We spent Saturday driving across New Mexico and Arizona to get to Williams, a little town about an hour south of the Grand Canyon National Park. It was a long day of driving (about as long as the previous day when we drove across most of Texas), but it was generally pleasant because the weather wasn’t terrible and the landscape changed drastically every few hours.
Our major stop of the day was in Albuquerque, New Mexico, where we visited an old friend from college and spent some time walking around the Albuquerque BioPark. We got to see a portion of a documentary about a photographer who has spent the last decade taking pictures of endangered animals to be logged into an archive he calls the PhotoArk. His hope is to use his photography to help communicate the amount of biodiversity that’s being lost because of careless human interactions with the environment and try to get people to act in ways that are more friendly to the life with whom we share the planet. We also saw exhibits at the zoo like a bug house where a colony of leaf cutter ants traveled across the atrium on an open air overhead vine between their colony and their food source and Rachael was extremely excited by a container of old tarantula carapaces labeled “Education Molts.” After the zoo, we tried some New Mexican food and received an education on the importance of poblano chiles to the local cuisine and how one’s opinion on green versus red chile salsa is a vital matter.
The afternoon drive saw us attempt to detour to the Petroglyph National Park, but we decided to skip it after we learned it would take at least an hour to hike the shortest trails, and we needed to make sure we didn’t arrive in Williams too late to check in (arriving in a town late with no place to sleep would have been pretty bad). Because of that we skipped a couple other attractions that might have been fun to see, like the Meteor Crater in the Arizona desert. A lot of this paranoia had to do with time zone weirdness, as our GPS predicted we’d arrive at one time, but it didn’t line up with the projected travel time. We didn’t solve this particular mystery until this morning when I looked up a time zone map and discovered that most of Arizona does not participate in Daylight Savings Time, which means that this time of year the majority of the state is effectively on Pacific Time. That one was a weird puzzle since our phone clocks updated accordingly, but, because it needs to be changed manually, our car clock didn’t. Since we knew we were still in the Mountain Time zone, you can imagine our confusion.
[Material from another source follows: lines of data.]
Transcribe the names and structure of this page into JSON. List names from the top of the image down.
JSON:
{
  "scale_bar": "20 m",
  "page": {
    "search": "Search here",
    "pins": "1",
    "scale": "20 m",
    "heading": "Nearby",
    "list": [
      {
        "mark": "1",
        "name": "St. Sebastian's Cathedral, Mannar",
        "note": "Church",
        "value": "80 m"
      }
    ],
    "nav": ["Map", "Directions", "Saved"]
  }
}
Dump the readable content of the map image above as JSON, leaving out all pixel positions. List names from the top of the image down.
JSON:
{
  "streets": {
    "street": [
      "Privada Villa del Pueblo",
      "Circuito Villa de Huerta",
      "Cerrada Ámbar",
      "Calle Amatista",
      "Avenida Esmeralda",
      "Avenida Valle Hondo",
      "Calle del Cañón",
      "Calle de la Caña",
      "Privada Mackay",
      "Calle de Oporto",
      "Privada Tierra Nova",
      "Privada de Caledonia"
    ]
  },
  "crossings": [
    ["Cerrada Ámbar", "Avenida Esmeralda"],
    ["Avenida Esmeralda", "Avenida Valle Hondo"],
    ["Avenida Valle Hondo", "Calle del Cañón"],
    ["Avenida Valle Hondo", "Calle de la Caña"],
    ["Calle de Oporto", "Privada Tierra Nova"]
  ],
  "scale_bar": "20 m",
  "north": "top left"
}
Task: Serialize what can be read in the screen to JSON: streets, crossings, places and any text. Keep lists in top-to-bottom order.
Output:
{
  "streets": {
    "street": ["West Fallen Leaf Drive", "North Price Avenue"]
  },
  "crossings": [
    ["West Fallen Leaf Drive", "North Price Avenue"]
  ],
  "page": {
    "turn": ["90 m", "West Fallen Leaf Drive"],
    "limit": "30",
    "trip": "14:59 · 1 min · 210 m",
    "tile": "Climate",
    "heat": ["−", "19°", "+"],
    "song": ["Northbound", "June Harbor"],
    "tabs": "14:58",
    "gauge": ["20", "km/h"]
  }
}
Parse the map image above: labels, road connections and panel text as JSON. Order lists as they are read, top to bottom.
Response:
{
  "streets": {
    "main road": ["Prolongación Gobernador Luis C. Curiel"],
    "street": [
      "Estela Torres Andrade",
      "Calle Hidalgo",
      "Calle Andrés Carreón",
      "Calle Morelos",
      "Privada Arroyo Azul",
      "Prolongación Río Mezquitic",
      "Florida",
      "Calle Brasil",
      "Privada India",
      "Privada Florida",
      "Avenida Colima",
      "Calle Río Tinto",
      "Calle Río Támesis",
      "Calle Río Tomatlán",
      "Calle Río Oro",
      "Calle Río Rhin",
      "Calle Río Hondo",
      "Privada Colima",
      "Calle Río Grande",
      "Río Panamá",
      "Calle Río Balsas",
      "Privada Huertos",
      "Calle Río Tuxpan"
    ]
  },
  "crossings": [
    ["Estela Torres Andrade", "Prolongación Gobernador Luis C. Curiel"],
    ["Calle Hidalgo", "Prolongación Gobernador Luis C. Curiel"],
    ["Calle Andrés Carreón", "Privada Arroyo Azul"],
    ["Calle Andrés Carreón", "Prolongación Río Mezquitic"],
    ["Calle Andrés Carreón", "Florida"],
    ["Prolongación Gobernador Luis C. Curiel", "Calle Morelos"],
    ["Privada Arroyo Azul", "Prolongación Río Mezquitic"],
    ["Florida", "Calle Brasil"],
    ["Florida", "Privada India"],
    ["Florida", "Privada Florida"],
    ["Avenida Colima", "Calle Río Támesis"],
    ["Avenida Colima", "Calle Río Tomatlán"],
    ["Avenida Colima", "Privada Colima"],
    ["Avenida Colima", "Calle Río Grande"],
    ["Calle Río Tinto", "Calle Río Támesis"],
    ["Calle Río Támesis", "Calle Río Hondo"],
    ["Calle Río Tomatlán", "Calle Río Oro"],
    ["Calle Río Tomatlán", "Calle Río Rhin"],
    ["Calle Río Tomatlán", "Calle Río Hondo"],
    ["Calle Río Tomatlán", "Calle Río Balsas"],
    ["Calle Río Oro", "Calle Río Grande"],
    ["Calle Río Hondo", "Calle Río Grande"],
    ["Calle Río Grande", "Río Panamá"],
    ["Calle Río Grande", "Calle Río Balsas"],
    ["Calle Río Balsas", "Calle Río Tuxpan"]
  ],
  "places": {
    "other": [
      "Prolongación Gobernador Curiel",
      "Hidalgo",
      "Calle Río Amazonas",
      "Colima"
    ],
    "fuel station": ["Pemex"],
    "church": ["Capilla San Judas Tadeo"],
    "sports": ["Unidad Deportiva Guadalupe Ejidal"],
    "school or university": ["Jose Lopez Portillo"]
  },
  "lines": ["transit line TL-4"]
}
That all worked out okay though, and we got into town with plenty of time to check in and go out to a nice local gastropub where they served us flights of Arizona craft beers and local varieties of mead, all while we sat next to a classic muscle car (this place is located inside a converted auto shop).
I was taken with how drastically the weather changed every time we’ve crossed state lines in the Southwest. Texas had these beautiful, serene skies with big, billowy clouds, and New Mexico was unrelentingly sunny all the way across. As soon as we crossed the Arizona border the storm clouds set in and we were treated to a desert thunderstorm. I tried to get some pictures of the lightning, but that’s really hard to do even when you aren’t riding in a car that’s moving at seventy-five miles per hour. It was still pretty spectacular to see, and I did get a few pictures of the isolated storms that were happening in different spots miles away from each other.
Today we’re heading out for the Grand Canyon, where we’re going to camp for a couple nights. Power and internet are likely to be scarce resources out there, so expect another major update around Tuesday or Wednesday when we’re stopped Los Angeles for a couple days to see more friends.